- Leader: Abu Abdullah al-Kurdi
- Dates active: 22 November 2013–8 December 2014
- Ideology: Kurdish Islamism Salafism Jihadism (until 2014)
- Size: Unknown
- Part of: Syrian Islamic Front Islamic Front
- Wars: the Syrian civil war

= Kurdish Islamic Front =

Syrian kurdish islamist rebel group

The Kurdish Islamic Front (پێشەوەى كوردى ئیسلامی) was a small Kurdish Islamist armed group founded by Salahuddin al-Kurdi who also served as the group's spokesman and Abu Abdullah al-Kurdi in 2013, operating mainly in eastern Aleppo around al-Bab, the northern parts of the Raqqa Governorate, and the Hasakah Governorate. It fought during the Syrian Civil War and was opposed to the secular Syrian Kurdish government and groups, including those with common goals. The group dissolved and joined Ahrar al-Sham by the end of 2014.

==History==
The group was established on 22 November 2013 by Salaheddin al-Kurdi and Abu Abdullah al-Kurdi, who was an Islamist activist from Afrin in the northwestern region of Syria's Aleppo Governorate, bordering Turkey, and at the time under YPG control. The group became part of the Islamic Front, which was a coalition of other groups which include Ahrar al-Sham, Jaysh al-Islam and others. During the group's existence, they fought alongside other Syrian rebel groups against the Syrian government and the AANES. Salahuddin al-Kurdi stated that the group's main aims were to overthrow the AANES and get rid of the multicultural, secular, and democratic rule and instead establish Sharia rule led by Kurdish Muslims. Abu Abdullah al-Kurdi also stated that the group was established with support from Ahrar al-Sham as a common enemy against YPG and to help diversify the Syrian opposition. The group ran Islamic schools for Kurdish children in Aleppo.

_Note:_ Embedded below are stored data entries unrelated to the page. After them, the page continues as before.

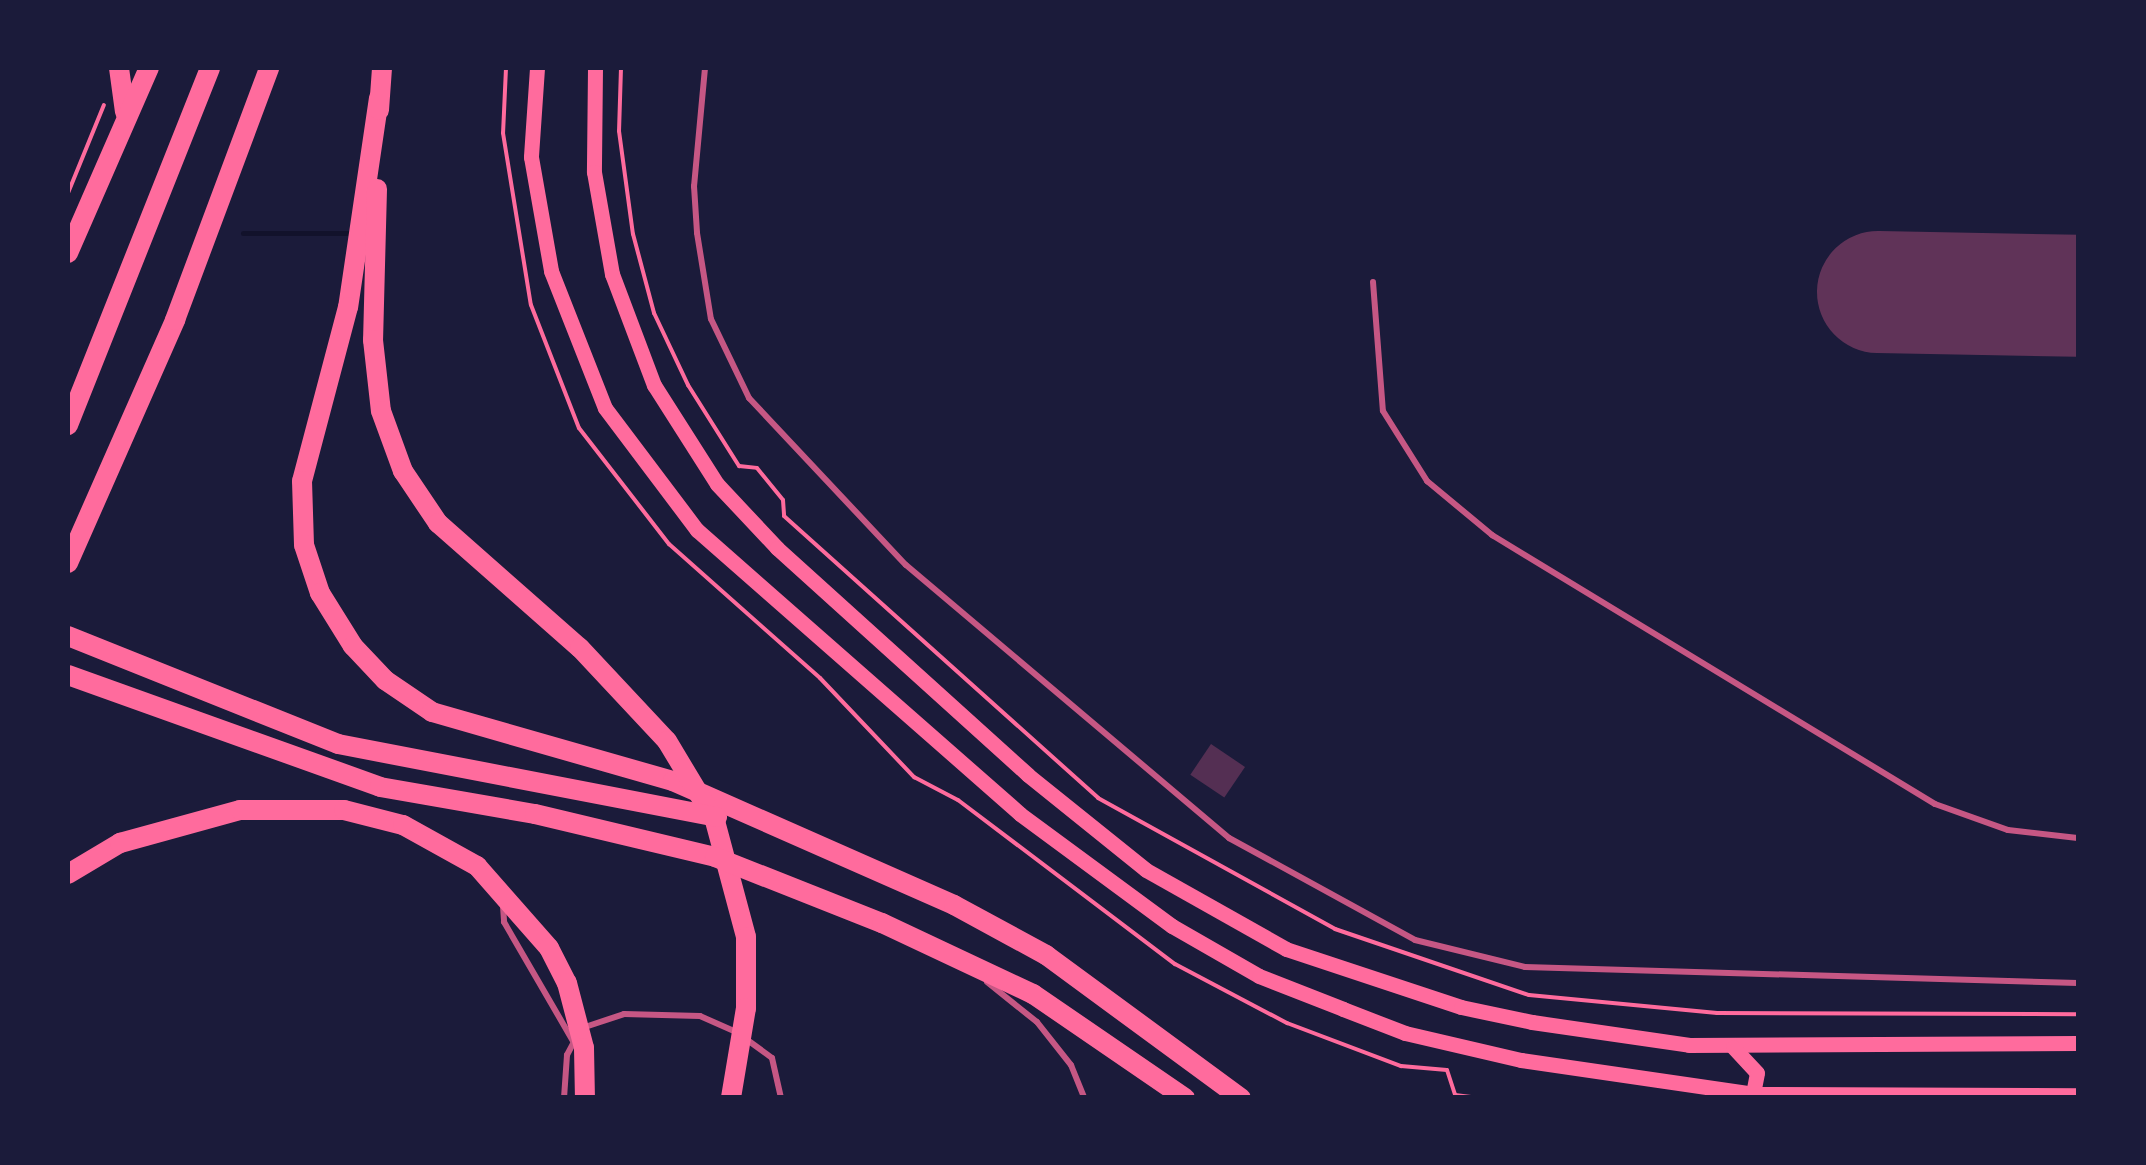 <!DOCTYPE html>
<style>
body{margin:0}
#map{position:relative;width:2146px;height:1165px;overflow:hidden;background:#1b1b3a;font-family:Karla,sans-serif}
div>[style]{position:absolute}
[style*='--x']{left:calc(var(--x)*1px);top:calc(var(--y)*1px);width:calc(var(--w)*1px);rotate:calc(var(--a)*1deg)}
.stream>*{height:5px;margin:-2.5px;padding:0 2.5px;transform-origin:2.5px;border-radius:2.5px;background:#12122b}
.runway>*{height:122px;margin:-61px;padding:0 61px;transform-origin:61px;border-radius:61px;background:#603358}
.building>*{inset:0;background:#542f53;transform-origin:0 0}
.path>*{height:4px;margin:-2px;padding:0 2px;transform-origin:2px;border-radius:2px;background:#ff6b9d}
.service>*{height:6px;margin:-3px;padding:0 3px;transform-origin:3px;border-radius:3px;background:#c65784}
.secondary>*{height:15px;margin:-7.5px;padding:0 7.5px;transform-origin:7.5px;border-radius:7.5px;background:#ff6b9d}
.motorway>*{height:20px;margin:-10px;padding:0 10px;transform-origin:10px;border-radius:10px;background:#ff6b9d}
span{translate:-50% -50%;white-space:nowrap;text-align:center;line-height:1.15;-webkit-text-stroke:9px #1b1b3a;paint-order:stroke}
.frame{position:absolute;inset:0;border:70px solid #1b1b3a;pointer-events:none}
</style>
<div id="map">
<div class="stream">
<div style="--x:243;--y:233;--w:105;--a:0"></div>
</div>
<div class="runway">
<div style="--x:1878;--y:292;--w:200;--a:1.1"></div>
</div>
<div class="building">
<div style="left:1211px;top:744px;width:41px;height:37px;rotate:34deg"></div>
</div>
<div class="path">
<div style="--x:506;--y:68;--w:65;--a:92.6"></div>
<div style="--x:503;--y:133;--w:174;--a:80.8"></div>
<div style="--x:531;--y:305;--w:132;--a:68.7"></div>
<div style="--x:579;--y:428;--w:147;--a:52.2"></div>
<div style="--x:669;--y:544;--w:202;--a:41.6"></div>
<div style="--x:820;--y:678;--w:137;--a:46.5"></div>
<div style="--x:914;--y:777;--w:50;--a:27.6"></div>
<div style="--x:958;--y:800;--w:272;--a:37.1"></div>
<div style="--x:1175;--y:964;--w:127;--a:27.8"></div>
<div style="--x:1287;--y:1023;--w:122;--a:20.7"></div>
<div style="--x:1401;--y:1066;--w:46;--a:5"></div>
<div style="--x:1447;--y:1070;--w:26;--a:72"></div>
<div style="--x:1455;--y:1095;--w:24;--a:7"></div>
<div style="--x:621;--y:68;--w:63;--a:91.8"></div>
<div style="--x:619;--y:131;--w:104;--a:82.3"></div>
<div style="--x:633;--y:234;--w:82;--a:75.1"></div>
<div style="--x:654;--y:313;--w:80;--a:64.7"></div>
<div style="--x:688;--y:385;--w:96;--a:57.8"></div>
<div style="--x:739;--y:466;--w:18;--a:6"></div>
<div style="--x:757;--y:468;--w:41;--a:50.9"></div>
<div style="--x:783;--y:500;--w:16;--a:86"></div>
<div style="--x:784;--y:516;--w:422;--a:41.9"></div>
<div style="--x:1098;--y:798;--w:271;--a:28.9"></div>
<div style="--x:1335;--y:929;--w:205;--a:18.8"></div>
<div style="--x:1529;--y:995;--w:189;--a:5.5"></div>
<div style="--x:1717;--y:1013;--w:361;--a:0.2"></div>
<div style="--x:68;--y:193;--w:95;--a:-67.8"></div>
</div>
<div class="service">
<div style="--x:705;--y:68;--w:119;--a:95.3"></div>
<div style="--x:694;--y:186;--w:47;--a:86.3"></div>
<div style="--x:697;--y:233;--w:87;--a:80.8"></div>
<div style="--x:711;--y:319;--w:88;--a:64.3"></div>
<div style="--x:749;--y:398;--w:229;--a:46.8"></div>
<div style="--x:906;--y:565;--w:423;--a:40.2"></div>
<div style="--x:1229;--y:838;--w:212;--a:28.7"></div>
<div style="--x:1415;--y:940;--w:113;--a:13.8"></div>
<div style="--x:1525;--y:967;--w:553;--a:1.66"></div>
<div style="--x:1373;--y:282;--w:129;--a:85.6"></div>
<div style="--x:1383;--y:411;--w:83;--a:57.8"></div>
<div style="--x:1427;--y:481;--w:85;--a:39.7"></div>
<div style="--x:1492;--y:535;--w:518;--a:31.27"></div>
<div style="--x:1935;--y:804;--w:77;--a:19.6"></div>
<div style="--x:2008;--y:830;--w:70;--a:6.5"></div>
<div style="--x:503;--y:906;--w:16;--a:86"></div>
<div style="--x:504;--y:922;--w:138;--a:59.9"></div>
<div style="--x:987;--y:982;--w:64;--a:38.7"></div>
<div style="--x:1037;--y:1022;--w:55;--a:51.7"></div>
<div style="--x:1071;--y:1065;--w:35;--a:68"></div>
<div style="--x:585;--y:1027;--w:41;--a:-18.4"></div>
<div style="--x:624;--y:1014;--w:76;--a:1.5"></div>
<div style="--x:700;--y:1016;--w:39;--a:24"></div>
<div style="--x:746;--y:1039;--w:32;--a:36"></div>
<div style="--x:772;--y:1058;--w:41;--a:77.3"></div>
<div style="--x:564;--y:1098;--w:43;--a:-86"></div>
<div style="--x:567;--y:1055;--w:21;--a:-62"></div>
</div>
<div class="secondary">
<div style="--x:537;--y:68;--w:89;--a:93.9"></div>
<div style="--x:531;--y:157;--w:116;--a:80"></div>
<div style="--x:551;--y:271;--w:147;--a:68.5"></div>
<div style="--x:605;--y:408;--w:153;--a:53"></div>
<div style="--x:697;--y:530;--w:430;--a:41.3"></div>
<div style="--x:1020;--y:814;--w:189;--a:36.4"></div>
<div style="--x:1172;--y:926;--w:100;--a:29.9"></div>
<div style="--x:1259;--y:976;--w:90;--a:21.4"></div>
<div style="--x:1343;--y:1009;--w:66;--a:21.2"></div>
<div style="--x:1405;--y:1033;--w:119;--a:13.1"></div>
<div style="--x:1521;--y:1060;--w:234;--a:8.3"></div>
<div style="--x:1753;--y:1094;--w:325;--a:0.2"></div>
<div style="--x:595;--y:68;--w:104;--a:90.6"></div>
<div style="--x:594;--y:172;--w:104;--a:80"></div>
<div style="--x:612;--y:274;--w:119;--a:69.3"></div>
<div style="--x:654;--y:385;--w:117;--a:57.5"></div>
<div style="--x:717;--y:484;--w:88;--a:46.8"></div>
<div style="--x:777;--y:548;--w:338;--a:42.1"></div>
<div style="--x:1028;--y:775;--w:151;--a:38.8"></div>
<div style="--x:1146;--y:870;--w:161;--a:29.4"></div>
<div style="--x:1286;--y:949;--w:184;--a:18.3"></div>
<div style="--x:1461;--y:1007;--w:73;--a:11.9"></div>
<div style="--x:1532;--y:1022;--w:159;--a:8.3"></div>
<div style="--x:1689;--y:1045;--w:389;--a:-0.3"></div>
<div style="--x:1733;--y:1047;--w:35;--a:47"></div>
<div style="--x:1757;--y:1073;--w:21;--a:101"></div>
</div>
<div class="motorway">
<div style="--x:119;--y:68;--w:44;--a:82.2"></div>
<div style="--x:379;--y:98;--w:211;--a:98.4"></div>
<div style="--x:348;--y:307;--w:180;--a:104.8"></div>
<div style="--x:302;--y:481;--w:64;--a:88.2"></div>
<div style="--x:304;--y:545;--w:51;--a:71.6"></div>
<div style="--x:320;--y:593;--w:62;--a:58.1"></div>
<div style="--x:353;--y:646;--w:47;--a:46.7"></div>
<div style="--x:385;--y:680;--w:57;--a:34.2"></div>
<div style="--x:432;--y:712;--w:251;--a:16"></div>
<div style="--x:673;--y:781;--w:307;--a:23.8"></div>
<div style="--x:954;--y:905;--w:105;--a:28.5"></div>
<div style="--x:1046;--y:955;--w:242;--a:36.3"></div>
<div style="--x:379;--y:110;--w:42;--a:-85.9"></div>
<div style="--x:377;--y:189;--w:151;--a:91.5"></div>
<div style="--x:373;--y:340;--w:71;--a:83.6"></div>
<div style="--x:381;--y:411;--w:64;--a:69.9"></div>
<div style="--x:403;--y:471;--w:63;--a:56.1"></div>
<div style="--x:438;--y:523;--w:189;--a:41.4"></div>
<div style="--x:580;--y:648;--w:127;--a:46.9"></div>
<div style="--x:667;--y:741;--w:93;--a:59"></div>
<div style="--x:715;--y:821;--w:120;--a:75"></div>
<div style="--x:746;--y:937;--w:71;--a:90"></div>
<div style="--x:746;--y:1008;--w:91;--a:99.5"></div>
<div style="--x:68;--y:253;--w:202;--a:-66.4"></div>
<div style="--x:68;--y:425;--w:384;--a:-68.3"></div>
<div style="--x:68;--y:563;--w:266;--a:-66.2"></div>
<div style="--x:175;--y:320;--w:269;--a:-69.5"></div>
<div style="--x:68;--y:636;--w:291;--a:21.8"></div>
<div style="--x:338;--y:744;--w:386;--a:10.9"></div>
<div style="--x:68;--y:675;--w:331;--a:19.7"></div>
<div style="--x:380;--y:787;--w:157;--a:9.9"></div>
<div style="--x:535;--y:814;--w:185;--a:13.4"></div>
<div style="--x:715;--y:857;--w:180;--a:21.6"></div>
<div style="--x:882;--y:923;--w:167;--a:25.2"></div>
<div style="--x:1033;--y:994;--w:184;--a:34.4"></div>
<div style="--x:68;--y:874;--w:61;--a:-30.8"></div>
<div style="--x:120;--y:843;--w:124;--a:-15.4"></div>
<div style="--x:240;--y:810;--w:104;--a:0"></div>
<div style="--x:344;--y:810;--w:61;--a:14.3"></div>
<div style="--x:403;--y:825;--w:85;--a:29"></div>
<div style="--x:477;--y:866;--w:109;--a:48.7"></div>
<div style="--x:549;--y:948;--w:39;--a:63"></div>
<div style="--x:567;--y:983;--w:67;--a:75.3"></div>
<div style="--x:584;--y:1048;--w:50;--a:88.9"></div>
</div>
<div class="frame"></div>
</div>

On 30 December 2013, the group's spokesman Salaheddin al-Kurdi said during an interview that Islamic rule would guarantee Kurdish rights and that defending Syria's Kurdish population was the main goal of the group, also saying that their rival Kurdish groups in Syria did not truly care for Kurdish interests. He also explained that the group has a presence across Kurdish populated areas of northern Syria spanning from al-Bab to Qamishli and Tell Abyad that they had taken from YPG. In December 2014, the Kurdish Islamic Front fully merged with Ahrar al-Sham.